Mit schwarzem Block im Zug
Das Obergericht war allerdings anderer Ansicht. Objektiv sei bereits beim Aussteigen aus dem Zug in Langenthal auf dem Perron eine Zusammenrottung entstanden, sagte der vorsitzende Oberrichter Marcel Cavin. Die «Grundhaltung der Gewaltbereitschaft» habe sich daran gezeigt, dass ein Polizist niedergeschlagen worden sei. Schon im Zug hätten die beiden jungen Männer merken müssen, in welcher Gesellschaft sie sich befänden. Immerhin seien noch rund 50 andere linke Demonstranten nach Langenthal gefahren, darunter teilweise vermummte Angehörige des schwarzen Blocks.
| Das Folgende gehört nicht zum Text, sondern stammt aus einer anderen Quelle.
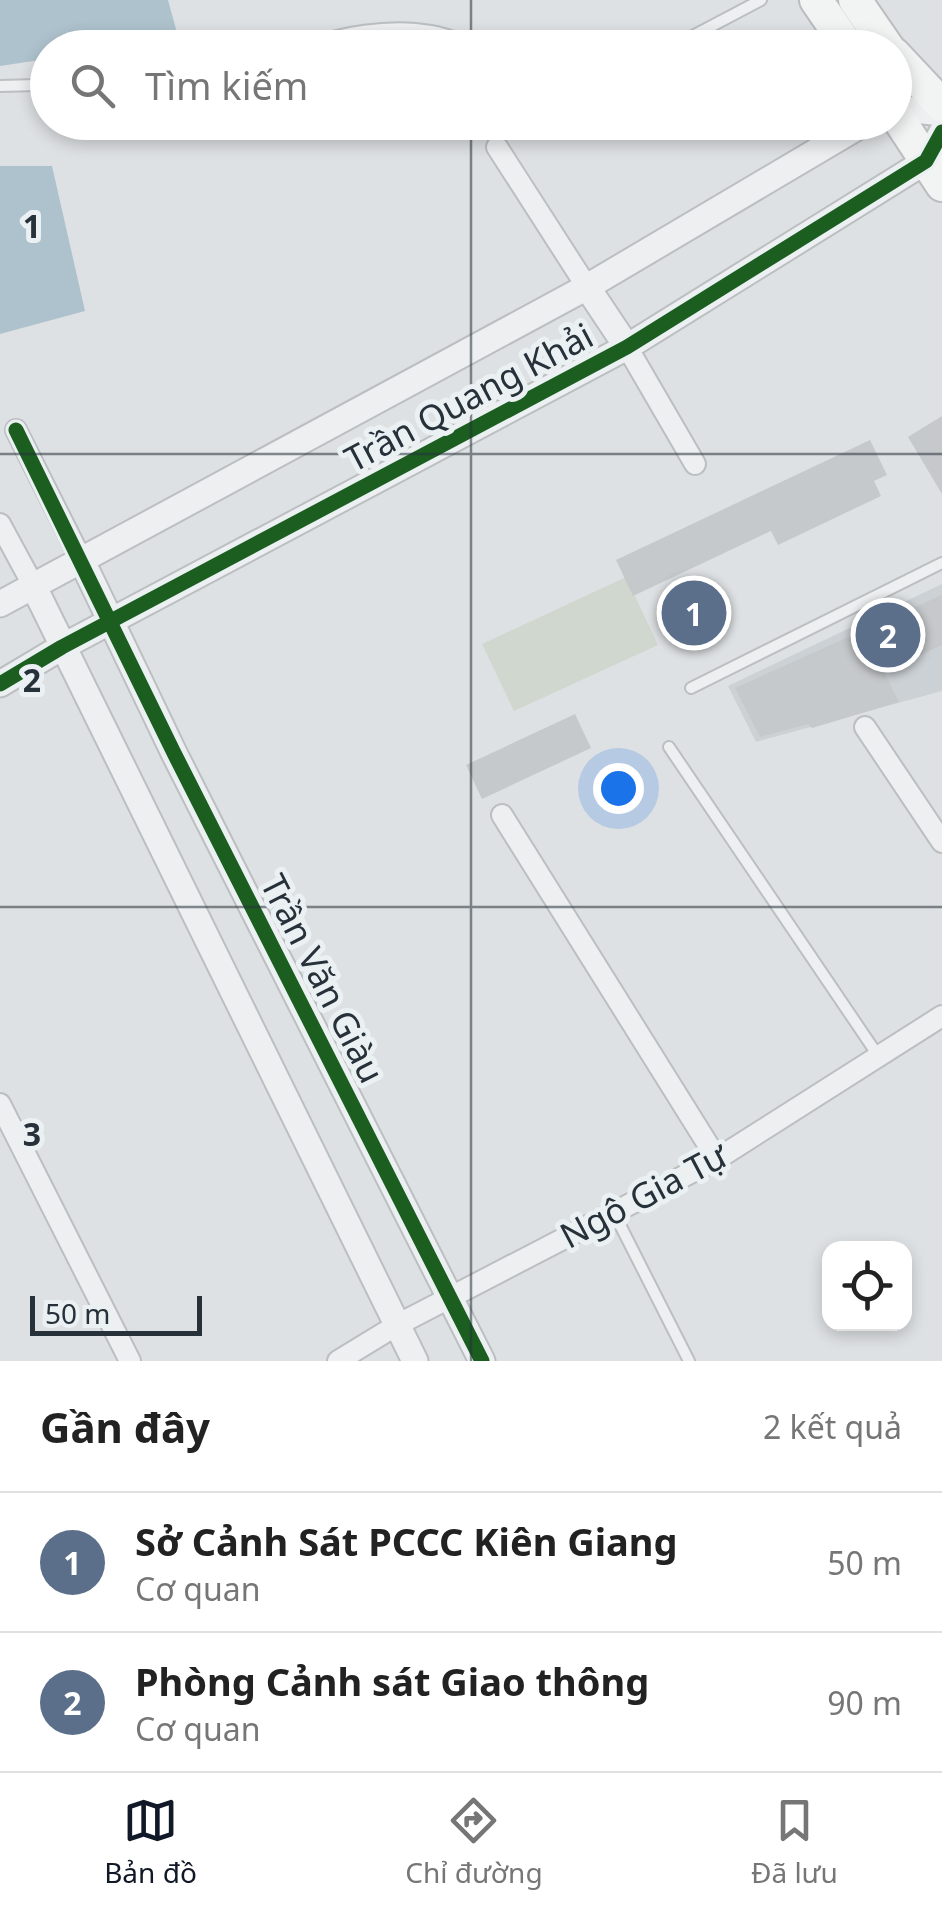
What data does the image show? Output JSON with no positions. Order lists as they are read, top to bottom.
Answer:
{
  "streets": {
    "street": ["Trần Quang Khải", "Trần Văn Giàu", "Ngô Gia Tự"]
  },
  "crossings": [
    ["Trần Quang Khải", "Trần Văn Giàu"],
    ["Trần Văn Giàu", "Ngô Gia Tự"]
  ],
  "scale_bar": "50 m",
  "page": {
    "search": "Tìm kiếm",
    "pins": ["1", "2"],
    "scale": "50 m",
    "heading": ["Gần đây", "2 kết quả"],
    "list": [
      {
        "mark": "1",
        "name": "Sở Cảnh Sát PCCC Kiên Giang",
        "note": "Cơ quan",
        "value": "50 m"
      },
      {
        "mark": "2",
        "name": "Phòng Cảnh sát Giao thông",
        "note": "Cơ quan",
        "value": "90 m"
      }
    ],
    "nav": ["Bản đồ", "Chỉ đường", "Đã lưu"]
  },
  "grid": {
    "rows": ["1", "2", "3"]
  }
}
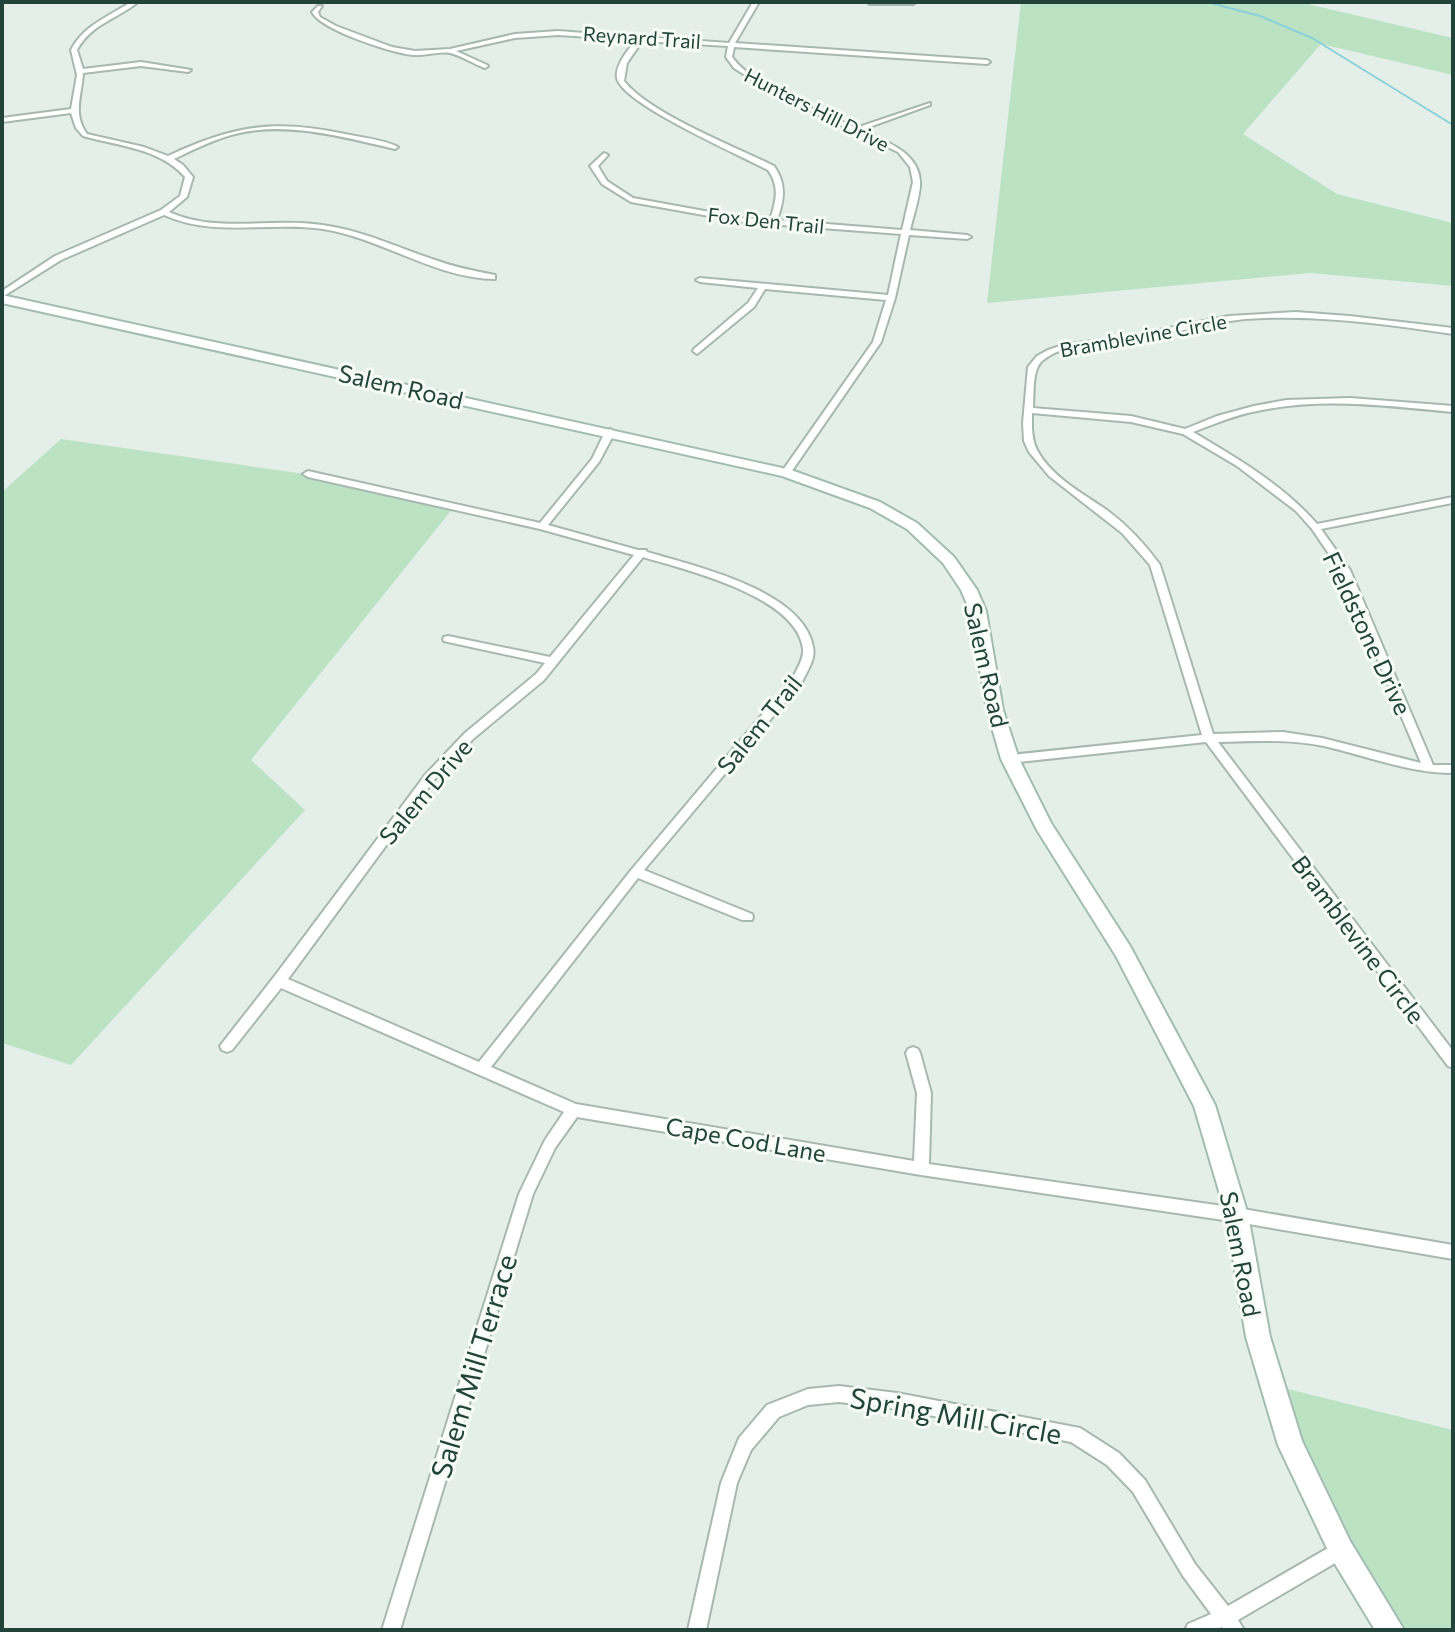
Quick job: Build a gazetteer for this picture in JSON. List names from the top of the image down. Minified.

Wenn sich die Angeschuldigten wirklich von ihnen hätten distanzieren wollen, so hätten sie sich auf dem Perron absondern und «passiv stehen bleiben» müssen, sagte Cavin.
Weil sie das nicht getan hätten, seien sie getreu dem Motto «Mitgegangen, mitgehangen» schuldig zu sprechen. Das Obergericht verurteilte die beiden jungen Männer zu je 400 Franken Busse. Zudem müssen sie sich mit je 1600 Franken an den erst- und oberinstanzlichen Verfahrenskosten beteiligen. Auf eine Freiheitsstrafe verzichte das Obergericht hingegen, weil den beiden die aktive Teilnahme an den Gewalttätigkeiten nicht habe nachgewiesen werden können. «Das Demonstrationsrecht gilt», hielt Cavin unter dem Strich fest – «aber nicht unbeschränkt».
landfriedensbruch
«Wer an einer öffentlichen Zusammenrottung teilnimmt, bei der mit vereinten Kräften gegen Menschen oder Sachen Gewalttätigkeiten begangen werden, wird mit Gefängnis oder Busse bestraft»: So ist der Tatbestand des Landfriedensbruchs in Artikel 260 des Schweizerischen Strafgesetzbuches umschrieben.